Although mine is longer and deeper (60" x 16") the proportions of yours look spot on.


----------



## MickCheese (20 Apr 2009)

Lord Nibbo

Thanks for your response. I suppose I was after some reassurance from someone in the know really.

I will post another sketchup pic filled in.

Really appreciate your time.

Will let you know how I get on. If it is OK, may put it up as a WIP, will take some pics as I go but if you see no more you will know it was a complete disaster.

Mick


----------



## MickCheese (20 Apr 2009)

I have now coloured it in. What does anyone think about the scale, could it be improved?

I would really appreciate any comments rather than turn some expensive wood into scrap.

Mick


----------



## MikeG. (20 Apr 2009)

I think that tapered legs would improve the look of this considerably. Thereafter, it is going to be about the quality of the ironmongery, and the detailing and finishing etc, that will determine the success of this project.

Mike


----------



## MickCheese (20 Apr 2009)

Thanks Mike

I am thinking contrasting square dowels through the tenons and may be contrasting wedges in the lower stretcher tenons. The handles I am not sure about, think I will wait to see what the finished result is before committing.

Now tapered legs? I just cannot make up my mind. I started thinking they would be right, then changed my mind now i'm just confused.

Thanks for your help.

Mick


----------



## motownmartin (20 Apr 2009)

In the end its what pleases you but IMO it would look better with tapered legs, starting at 45mm at the top, tapering down to 30mm at the bottom, the good thing about sketchup is you can draw it, why don't you make a copy of your file and alter it so you can see them side to side.


----------



## maltrout512 (20 Apr 2009)

Mike, my opinion would be to tapper legs where the bottom of the rails finnish, inside edge faces(taper) and leave the stretcher out completely.

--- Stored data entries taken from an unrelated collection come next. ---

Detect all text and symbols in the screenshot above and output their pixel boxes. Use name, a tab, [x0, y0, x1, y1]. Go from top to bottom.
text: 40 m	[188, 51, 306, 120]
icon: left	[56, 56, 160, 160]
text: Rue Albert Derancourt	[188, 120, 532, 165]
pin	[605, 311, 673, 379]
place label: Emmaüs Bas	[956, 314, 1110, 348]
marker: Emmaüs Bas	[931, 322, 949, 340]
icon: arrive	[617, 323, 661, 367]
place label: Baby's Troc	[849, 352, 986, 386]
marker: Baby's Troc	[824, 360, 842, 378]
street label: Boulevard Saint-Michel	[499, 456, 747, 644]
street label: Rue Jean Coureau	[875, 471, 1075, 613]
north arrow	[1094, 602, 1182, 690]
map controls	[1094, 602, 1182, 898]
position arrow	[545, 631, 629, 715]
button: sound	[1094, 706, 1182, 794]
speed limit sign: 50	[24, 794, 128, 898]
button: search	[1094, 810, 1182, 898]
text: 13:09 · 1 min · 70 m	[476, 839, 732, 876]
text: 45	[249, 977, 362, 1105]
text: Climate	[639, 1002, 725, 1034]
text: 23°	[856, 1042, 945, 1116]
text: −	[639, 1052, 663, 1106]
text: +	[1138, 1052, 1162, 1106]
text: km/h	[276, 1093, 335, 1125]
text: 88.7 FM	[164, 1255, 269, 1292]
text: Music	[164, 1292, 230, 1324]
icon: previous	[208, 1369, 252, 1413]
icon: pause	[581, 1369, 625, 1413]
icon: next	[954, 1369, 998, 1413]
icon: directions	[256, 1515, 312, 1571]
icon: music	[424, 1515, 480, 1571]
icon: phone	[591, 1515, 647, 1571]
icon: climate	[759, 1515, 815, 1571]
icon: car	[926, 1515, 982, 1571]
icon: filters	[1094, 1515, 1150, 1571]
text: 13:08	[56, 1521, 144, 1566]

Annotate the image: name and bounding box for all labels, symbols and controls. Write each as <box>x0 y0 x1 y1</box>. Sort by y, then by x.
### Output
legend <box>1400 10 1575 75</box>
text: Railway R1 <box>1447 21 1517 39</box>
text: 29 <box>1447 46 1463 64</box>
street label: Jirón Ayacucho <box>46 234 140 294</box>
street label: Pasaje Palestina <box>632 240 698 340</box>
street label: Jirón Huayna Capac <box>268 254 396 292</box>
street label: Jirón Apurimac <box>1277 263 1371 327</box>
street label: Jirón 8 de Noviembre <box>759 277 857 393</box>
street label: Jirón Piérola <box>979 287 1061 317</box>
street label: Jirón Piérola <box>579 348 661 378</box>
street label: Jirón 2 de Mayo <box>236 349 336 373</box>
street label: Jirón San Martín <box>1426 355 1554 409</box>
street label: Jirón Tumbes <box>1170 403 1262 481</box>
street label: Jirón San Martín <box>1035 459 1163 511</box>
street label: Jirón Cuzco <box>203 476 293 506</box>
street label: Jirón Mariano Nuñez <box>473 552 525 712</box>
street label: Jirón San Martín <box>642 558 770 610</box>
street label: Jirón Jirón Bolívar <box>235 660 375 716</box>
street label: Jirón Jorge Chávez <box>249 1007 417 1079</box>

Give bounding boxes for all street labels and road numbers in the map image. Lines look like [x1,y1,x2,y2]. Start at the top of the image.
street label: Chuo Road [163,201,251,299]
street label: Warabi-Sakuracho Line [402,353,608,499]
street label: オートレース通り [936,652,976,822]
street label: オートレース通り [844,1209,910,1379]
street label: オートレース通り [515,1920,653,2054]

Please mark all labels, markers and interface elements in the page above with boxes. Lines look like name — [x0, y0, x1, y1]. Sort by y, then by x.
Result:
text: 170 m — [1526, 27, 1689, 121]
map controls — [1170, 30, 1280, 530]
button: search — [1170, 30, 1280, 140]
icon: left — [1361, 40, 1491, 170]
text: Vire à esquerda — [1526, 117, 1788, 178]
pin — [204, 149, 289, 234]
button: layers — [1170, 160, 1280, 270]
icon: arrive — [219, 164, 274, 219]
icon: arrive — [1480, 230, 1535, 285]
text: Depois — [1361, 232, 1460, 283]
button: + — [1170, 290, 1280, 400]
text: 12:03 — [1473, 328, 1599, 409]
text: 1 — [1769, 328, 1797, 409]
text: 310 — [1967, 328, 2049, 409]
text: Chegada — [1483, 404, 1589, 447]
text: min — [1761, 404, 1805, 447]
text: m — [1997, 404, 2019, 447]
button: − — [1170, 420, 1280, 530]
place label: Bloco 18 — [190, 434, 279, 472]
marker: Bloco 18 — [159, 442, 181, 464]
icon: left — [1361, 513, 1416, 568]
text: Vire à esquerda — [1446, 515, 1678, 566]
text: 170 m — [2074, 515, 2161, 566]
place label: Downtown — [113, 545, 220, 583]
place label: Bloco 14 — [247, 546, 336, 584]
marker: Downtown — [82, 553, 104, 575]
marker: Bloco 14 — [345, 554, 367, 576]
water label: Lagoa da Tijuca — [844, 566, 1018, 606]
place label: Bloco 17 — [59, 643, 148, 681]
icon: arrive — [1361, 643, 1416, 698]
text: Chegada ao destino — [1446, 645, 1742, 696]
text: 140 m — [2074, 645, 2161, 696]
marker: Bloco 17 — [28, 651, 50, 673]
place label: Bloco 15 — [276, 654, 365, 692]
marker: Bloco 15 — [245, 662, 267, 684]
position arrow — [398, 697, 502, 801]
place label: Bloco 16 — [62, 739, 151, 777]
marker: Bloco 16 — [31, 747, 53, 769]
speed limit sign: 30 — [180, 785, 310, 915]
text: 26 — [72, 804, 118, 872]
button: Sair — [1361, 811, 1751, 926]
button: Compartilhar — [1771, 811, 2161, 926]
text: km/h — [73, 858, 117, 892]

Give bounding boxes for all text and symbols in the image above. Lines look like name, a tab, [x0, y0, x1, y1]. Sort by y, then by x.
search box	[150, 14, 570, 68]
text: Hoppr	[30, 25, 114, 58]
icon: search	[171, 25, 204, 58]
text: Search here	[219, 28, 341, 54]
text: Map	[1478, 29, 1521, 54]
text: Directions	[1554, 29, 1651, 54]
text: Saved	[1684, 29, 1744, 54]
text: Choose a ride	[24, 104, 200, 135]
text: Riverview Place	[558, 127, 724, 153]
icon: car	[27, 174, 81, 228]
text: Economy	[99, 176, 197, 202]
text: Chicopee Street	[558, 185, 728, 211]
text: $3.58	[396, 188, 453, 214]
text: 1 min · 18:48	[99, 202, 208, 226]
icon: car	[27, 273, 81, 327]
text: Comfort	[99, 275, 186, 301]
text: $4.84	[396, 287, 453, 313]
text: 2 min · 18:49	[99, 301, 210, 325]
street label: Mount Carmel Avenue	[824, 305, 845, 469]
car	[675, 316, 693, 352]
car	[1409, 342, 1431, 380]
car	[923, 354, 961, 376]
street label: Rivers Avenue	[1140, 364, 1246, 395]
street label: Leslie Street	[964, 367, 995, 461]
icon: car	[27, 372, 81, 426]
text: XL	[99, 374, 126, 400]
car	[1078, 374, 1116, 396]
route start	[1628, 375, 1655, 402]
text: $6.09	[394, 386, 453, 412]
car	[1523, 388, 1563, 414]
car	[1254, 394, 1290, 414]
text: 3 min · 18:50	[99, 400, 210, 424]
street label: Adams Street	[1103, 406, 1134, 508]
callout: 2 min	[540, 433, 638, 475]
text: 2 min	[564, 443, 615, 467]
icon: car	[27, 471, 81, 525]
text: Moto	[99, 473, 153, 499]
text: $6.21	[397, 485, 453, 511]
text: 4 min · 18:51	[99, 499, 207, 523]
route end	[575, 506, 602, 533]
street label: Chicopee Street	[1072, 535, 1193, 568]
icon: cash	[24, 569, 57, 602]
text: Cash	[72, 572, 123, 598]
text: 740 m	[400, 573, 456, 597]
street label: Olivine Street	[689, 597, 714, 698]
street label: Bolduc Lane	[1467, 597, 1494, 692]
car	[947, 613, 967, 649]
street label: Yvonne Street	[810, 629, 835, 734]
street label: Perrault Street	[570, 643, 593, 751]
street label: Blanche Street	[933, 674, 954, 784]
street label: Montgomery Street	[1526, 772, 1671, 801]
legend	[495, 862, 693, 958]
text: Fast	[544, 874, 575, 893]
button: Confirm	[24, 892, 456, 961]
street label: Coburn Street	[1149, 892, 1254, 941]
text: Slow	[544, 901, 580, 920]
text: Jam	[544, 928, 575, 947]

My thought about the stretcher is that it seems to bulk the table up too much. Leaving it out makes it look more delicate. Just my thought.


----------



## MickCheese (20 Apr 2009)

Thanks for the tips.

Re the tapered legs.

Should I taper all four sides or the inside and front face? If it is the inside and front would that be the same for the back?

I put the stretcher in for strength but I agree it would look better without.

Thanks all

Some good ideas and really helpful.

Mick


----------



## mailee (20 Apr 2009)

No Mick only taper the inside two faces. If you taper the outsides of the legs it will look pants. It does require them tapering though I have to agree. :wink:


----------



## MickCheese (20 Apr 2009)

Sorry to be a pain.

So taper just the inside face on each leg or the front face too?

Does that make sense? So one face on each leg or two?

Thanks for your patience.  

Mick


----------



## MikeG. (20 Apr 2009)

Mailee is right.........taper the faces either side of the innermost corner of every leg when seen in plan.

In other words, the oustide of each leg should be parallel and vertical.

Mike


----------



## MickCheese (21 Apr 2009)

Ok, I will stop bothering you now, last go.

I have taken on board the tapered legs and although I did dismiss this when I was first designing this I agree it is right.

The stretcher - I have done away with that too and I think it looks better.

I have decided the square dowels will be dark walnut to pin the tenons.

Best I look at turning this pile of matchsticks into a table!  

Thanks for all the observations and advice. It has been really useful to get other points of view and experienced wisdom.

Will let you all know how I get on.

Mick


----------



## motownmartin (21 Apr 2009)

All you got to do now is enter it into the competition


----------



## Night Train (21 Apr 2009)

It looks better already.

I am another who would say no stretchers and tapered legs. The taper is almost always on the sides of the legs facing inwards towards each other and from the bottom of the rail down.

I have seen a similar construction where the taper is on the full length of the leg with angled shoulders on the tenons. It works well but that may be because of the large asymetric cabinet that then sits on top.


----------



## MickCheese (22 Apr 2009)

thanks for all the support.

Competition, I think not, I don't need more pressure :?: I will take pictures and post them so you can see a novice at work.

I have taken the taper from just below the rail with legs as suggested 45mm at the top to 30mm at the bottom on the two inside faces of each leg.

Mick


----------



## Lord Nibbo (22 Apr 2009)

MickCheese":23vqs1d0 said:


> Mick



One last comment, Re; the drawers, either do away with the centre brace/strut or make it narrower and add a similar width strut to both ends left and right of the two drawers.


----------